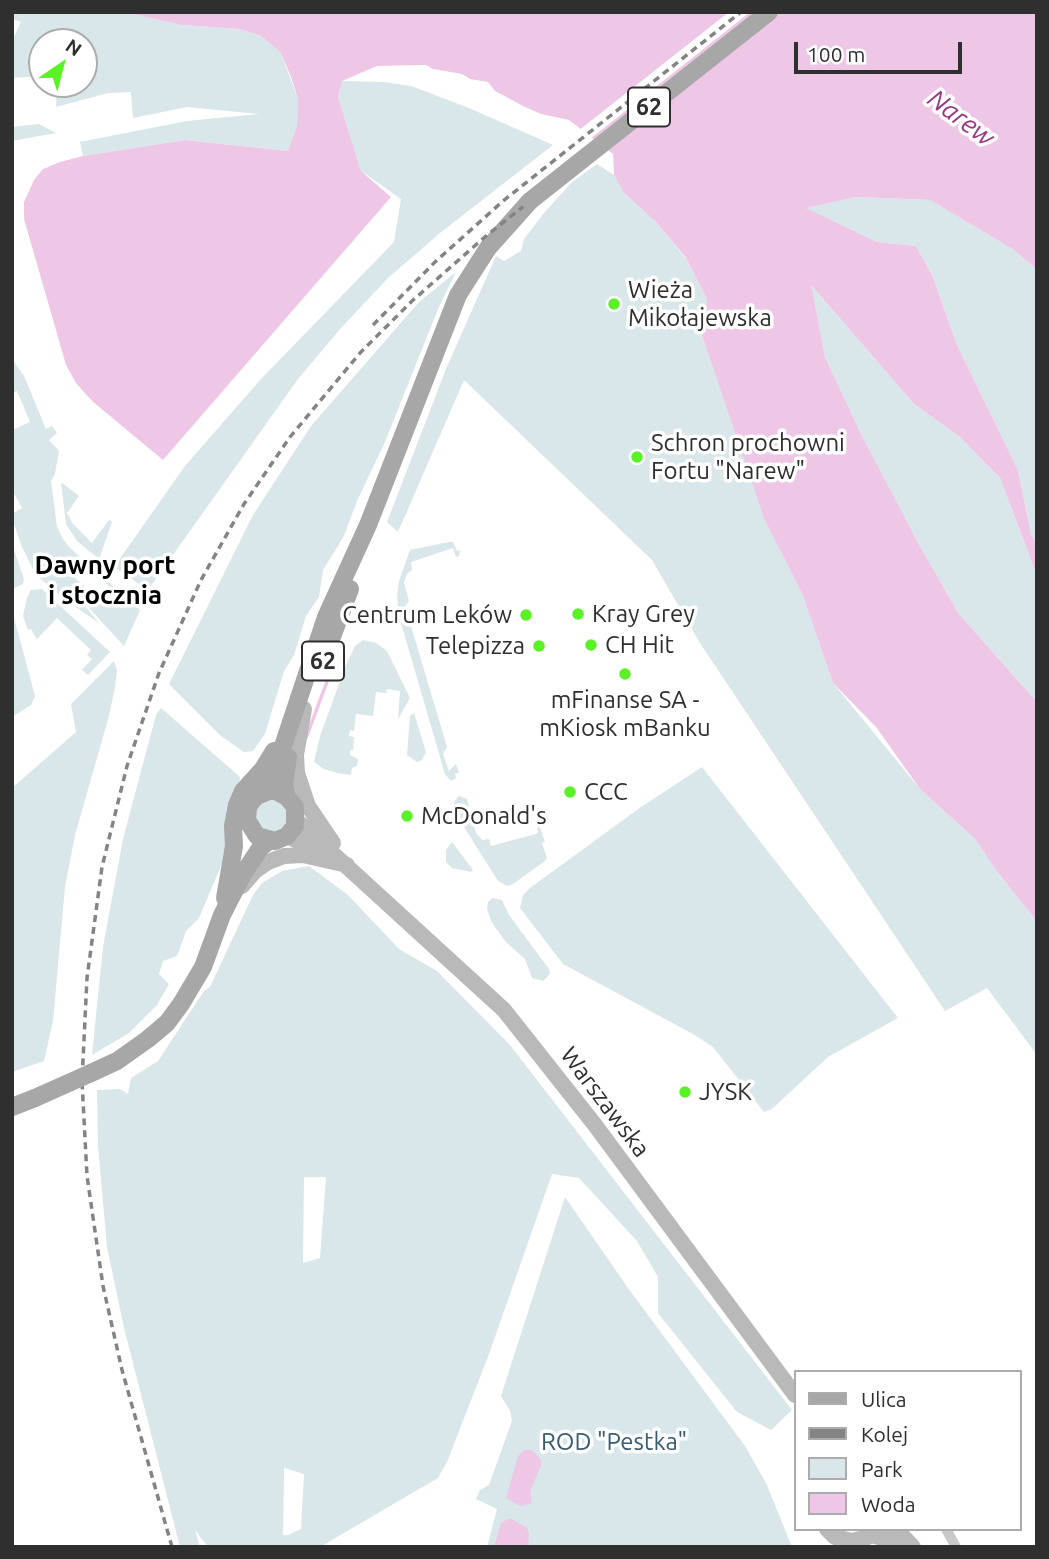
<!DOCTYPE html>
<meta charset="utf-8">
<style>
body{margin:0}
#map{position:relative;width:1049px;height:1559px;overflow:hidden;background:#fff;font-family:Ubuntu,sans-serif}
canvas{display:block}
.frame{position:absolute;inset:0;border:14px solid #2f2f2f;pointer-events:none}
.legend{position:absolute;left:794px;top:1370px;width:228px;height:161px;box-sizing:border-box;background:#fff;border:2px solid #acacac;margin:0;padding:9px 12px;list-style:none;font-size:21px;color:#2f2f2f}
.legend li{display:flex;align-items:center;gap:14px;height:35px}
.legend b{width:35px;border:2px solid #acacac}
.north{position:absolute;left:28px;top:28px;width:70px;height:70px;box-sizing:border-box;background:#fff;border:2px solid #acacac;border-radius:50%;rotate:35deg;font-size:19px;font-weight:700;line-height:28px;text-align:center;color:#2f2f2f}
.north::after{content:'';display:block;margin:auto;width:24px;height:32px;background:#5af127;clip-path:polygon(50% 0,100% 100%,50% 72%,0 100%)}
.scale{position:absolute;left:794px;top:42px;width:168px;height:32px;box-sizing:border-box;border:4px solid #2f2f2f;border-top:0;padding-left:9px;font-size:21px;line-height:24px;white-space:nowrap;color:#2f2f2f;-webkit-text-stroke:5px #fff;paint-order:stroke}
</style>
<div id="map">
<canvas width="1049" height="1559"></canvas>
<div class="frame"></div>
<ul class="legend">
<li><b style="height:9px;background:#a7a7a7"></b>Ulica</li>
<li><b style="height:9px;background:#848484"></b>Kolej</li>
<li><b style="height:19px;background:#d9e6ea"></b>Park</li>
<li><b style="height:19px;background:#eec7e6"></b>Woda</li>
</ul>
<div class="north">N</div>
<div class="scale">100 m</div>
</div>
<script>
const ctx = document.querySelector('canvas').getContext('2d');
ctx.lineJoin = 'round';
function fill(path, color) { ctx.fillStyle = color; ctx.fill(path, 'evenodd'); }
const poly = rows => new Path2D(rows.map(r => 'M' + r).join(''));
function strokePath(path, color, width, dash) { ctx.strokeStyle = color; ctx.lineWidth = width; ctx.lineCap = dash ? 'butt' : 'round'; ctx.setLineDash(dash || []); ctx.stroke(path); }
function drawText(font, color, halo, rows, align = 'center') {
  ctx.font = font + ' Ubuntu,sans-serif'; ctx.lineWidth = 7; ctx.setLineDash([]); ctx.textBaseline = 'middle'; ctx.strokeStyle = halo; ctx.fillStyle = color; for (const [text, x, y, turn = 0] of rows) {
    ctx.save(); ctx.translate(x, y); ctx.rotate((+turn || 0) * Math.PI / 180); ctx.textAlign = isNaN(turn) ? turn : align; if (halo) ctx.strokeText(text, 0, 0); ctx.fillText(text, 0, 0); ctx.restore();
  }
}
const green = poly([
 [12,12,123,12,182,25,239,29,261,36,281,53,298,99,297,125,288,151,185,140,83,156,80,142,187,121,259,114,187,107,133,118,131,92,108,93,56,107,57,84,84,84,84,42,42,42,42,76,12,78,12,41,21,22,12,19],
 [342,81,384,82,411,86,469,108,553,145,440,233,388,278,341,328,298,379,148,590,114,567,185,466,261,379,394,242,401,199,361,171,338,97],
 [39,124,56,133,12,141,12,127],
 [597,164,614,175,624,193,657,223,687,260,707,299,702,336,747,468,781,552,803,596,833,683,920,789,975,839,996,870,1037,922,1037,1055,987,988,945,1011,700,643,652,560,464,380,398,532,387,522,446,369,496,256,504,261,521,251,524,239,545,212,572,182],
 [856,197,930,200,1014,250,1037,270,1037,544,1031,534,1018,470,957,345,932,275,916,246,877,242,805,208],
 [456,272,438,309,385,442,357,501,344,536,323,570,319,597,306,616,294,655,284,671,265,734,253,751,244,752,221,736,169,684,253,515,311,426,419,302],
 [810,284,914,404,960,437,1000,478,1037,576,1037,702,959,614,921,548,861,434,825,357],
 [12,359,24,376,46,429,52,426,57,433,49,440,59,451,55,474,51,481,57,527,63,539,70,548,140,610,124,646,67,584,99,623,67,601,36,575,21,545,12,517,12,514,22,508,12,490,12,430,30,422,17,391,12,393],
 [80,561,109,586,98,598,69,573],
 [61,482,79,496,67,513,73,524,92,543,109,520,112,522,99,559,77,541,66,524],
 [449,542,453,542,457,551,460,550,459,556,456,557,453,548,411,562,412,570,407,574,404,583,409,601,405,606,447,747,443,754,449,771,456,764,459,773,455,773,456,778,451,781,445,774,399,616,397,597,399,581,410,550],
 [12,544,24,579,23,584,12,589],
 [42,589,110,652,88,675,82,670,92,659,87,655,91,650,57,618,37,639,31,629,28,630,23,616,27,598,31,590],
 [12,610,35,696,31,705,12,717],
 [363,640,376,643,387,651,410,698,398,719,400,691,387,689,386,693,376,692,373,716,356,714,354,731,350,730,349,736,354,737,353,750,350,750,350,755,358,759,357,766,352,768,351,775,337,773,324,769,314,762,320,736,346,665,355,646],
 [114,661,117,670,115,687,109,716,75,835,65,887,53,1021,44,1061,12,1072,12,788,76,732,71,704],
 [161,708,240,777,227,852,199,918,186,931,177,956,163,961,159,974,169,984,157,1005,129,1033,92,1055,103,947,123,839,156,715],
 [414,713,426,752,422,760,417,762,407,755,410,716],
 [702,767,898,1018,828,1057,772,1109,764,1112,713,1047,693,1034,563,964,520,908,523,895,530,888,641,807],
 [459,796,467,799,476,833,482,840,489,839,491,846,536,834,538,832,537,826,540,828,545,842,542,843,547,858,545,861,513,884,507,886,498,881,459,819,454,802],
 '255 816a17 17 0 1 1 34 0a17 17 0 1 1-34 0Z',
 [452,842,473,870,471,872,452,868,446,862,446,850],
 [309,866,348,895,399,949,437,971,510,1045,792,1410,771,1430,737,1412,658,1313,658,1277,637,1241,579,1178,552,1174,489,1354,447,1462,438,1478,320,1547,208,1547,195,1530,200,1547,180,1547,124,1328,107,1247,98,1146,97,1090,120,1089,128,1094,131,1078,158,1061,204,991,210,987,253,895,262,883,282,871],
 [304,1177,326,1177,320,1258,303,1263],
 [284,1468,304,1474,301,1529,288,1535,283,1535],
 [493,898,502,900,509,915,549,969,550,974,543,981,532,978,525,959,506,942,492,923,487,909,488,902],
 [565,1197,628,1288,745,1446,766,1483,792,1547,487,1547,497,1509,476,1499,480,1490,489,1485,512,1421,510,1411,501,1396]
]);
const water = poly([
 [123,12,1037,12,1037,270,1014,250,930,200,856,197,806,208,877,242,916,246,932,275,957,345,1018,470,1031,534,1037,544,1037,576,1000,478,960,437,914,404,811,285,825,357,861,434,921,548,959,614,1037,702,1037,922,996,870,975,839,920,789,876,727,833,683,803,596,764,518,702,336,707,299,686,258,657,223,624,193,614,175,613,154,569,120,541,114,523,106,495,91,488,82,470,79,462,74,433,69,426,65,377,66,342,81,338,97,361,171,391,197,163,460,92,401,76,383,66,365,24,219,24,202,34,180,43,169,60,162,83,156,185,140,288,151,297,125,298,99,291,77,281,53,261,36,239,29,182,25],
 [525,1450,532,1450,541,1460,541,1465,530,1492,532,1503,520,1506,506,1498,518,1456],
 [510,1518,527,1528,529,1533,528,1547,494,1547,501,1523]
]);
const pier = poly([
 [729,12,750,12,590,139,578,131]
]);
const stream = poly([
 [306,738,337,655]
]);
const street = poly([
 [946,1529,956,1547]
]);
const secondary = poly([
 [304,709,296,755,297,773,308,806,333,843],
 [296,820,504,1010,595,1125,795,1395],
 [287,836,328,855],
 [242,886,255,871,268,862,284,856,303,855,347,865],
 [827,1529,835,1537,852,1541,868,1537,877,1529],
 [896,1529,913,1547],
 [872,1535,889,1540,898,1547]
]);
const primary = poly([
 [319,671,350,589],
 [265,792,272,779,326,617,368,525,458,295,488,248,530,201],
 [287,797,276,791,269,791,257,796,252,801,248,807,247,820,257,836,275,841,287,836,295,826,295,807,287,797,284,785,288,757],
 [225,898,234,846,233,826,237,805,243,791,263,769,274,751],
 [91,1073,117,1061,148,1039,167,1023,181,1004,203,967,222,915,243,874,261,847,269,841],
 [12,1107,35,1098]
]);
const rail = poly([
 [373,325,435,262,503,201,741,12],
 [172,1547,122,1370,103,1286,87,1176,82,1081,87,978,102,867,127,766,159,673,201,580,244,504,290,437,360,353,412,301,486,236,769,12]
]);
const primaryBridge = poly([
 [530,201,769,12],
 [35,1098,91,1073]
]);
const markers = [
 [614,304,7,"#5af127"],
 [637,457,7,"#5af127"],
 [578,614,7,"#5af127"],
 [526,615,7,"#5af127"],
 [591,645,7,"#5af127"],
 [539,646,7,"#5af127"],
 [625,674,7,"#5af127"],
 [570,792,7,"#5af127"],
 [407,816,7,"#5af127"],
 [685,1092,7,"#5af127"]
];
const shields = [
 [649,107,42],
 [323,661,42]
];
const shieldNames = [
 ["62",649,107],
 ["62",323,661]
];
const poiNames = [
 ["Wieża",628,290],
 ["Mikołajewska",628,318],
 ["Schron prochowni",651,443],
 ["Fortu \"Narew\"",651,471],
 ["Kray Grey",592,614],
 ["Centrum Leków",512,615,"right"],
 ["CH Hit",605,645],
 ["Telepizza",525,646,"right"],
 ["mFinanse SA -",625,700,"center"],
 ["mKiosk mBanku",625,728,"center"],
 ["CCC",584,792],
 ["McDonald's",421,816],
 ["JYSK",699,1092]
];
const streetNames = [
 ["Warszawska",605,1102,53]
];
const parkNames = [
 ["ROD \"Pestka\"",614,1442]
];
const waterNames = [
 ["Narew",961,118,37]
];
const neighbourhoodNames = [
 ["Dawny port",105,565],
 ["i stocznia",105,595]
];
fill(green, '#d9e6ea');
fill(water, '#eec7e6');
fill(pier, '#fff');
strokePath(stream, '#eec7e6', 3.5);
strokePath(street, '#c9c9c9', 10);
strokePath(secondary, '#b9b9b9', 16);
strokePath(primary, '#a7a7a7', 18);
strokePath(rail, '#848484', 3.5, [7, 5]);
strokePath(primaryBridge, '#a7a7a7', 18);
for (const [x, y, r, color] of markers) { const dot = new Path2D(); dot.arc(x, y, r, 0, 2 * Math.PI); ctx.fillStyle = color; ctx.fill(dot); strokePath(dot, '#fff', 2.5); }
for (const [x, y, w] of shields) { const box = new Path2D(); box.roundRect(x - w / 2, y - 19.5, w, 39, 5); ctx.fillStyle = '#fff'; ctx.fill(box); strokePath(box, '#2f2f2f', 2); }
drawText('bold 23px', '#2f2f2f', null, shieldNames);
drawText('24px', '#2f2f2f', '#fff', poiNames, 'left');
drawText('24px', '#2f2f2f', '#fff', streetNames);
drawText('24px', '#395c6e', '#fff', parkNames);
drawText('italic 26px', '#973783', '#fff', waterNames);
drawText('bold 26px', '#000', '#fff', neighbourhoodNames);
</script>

=-=-=-=-=

Make a copy of each line in the records above that has the word "setLineDash".

function strokePath(path, color, width, dash) { ctx.strokeStyle = color; ctx.lineWidth = width; ctx.lineCap = dash ? 'butt' : 'round'; ctx.setLineDash(dash || []); ctx.stroke(path); }
  ctx.font = font + ' Ubuntu,sans-serif'; ctx.lineWidth = 7; ctx.setLineDash([]); ctx.textBaseline = 'middle'; ctx.strokeStyle = halo; ctx.fillStyle = color; for (const [text, x, y, turn = 0] of rows) {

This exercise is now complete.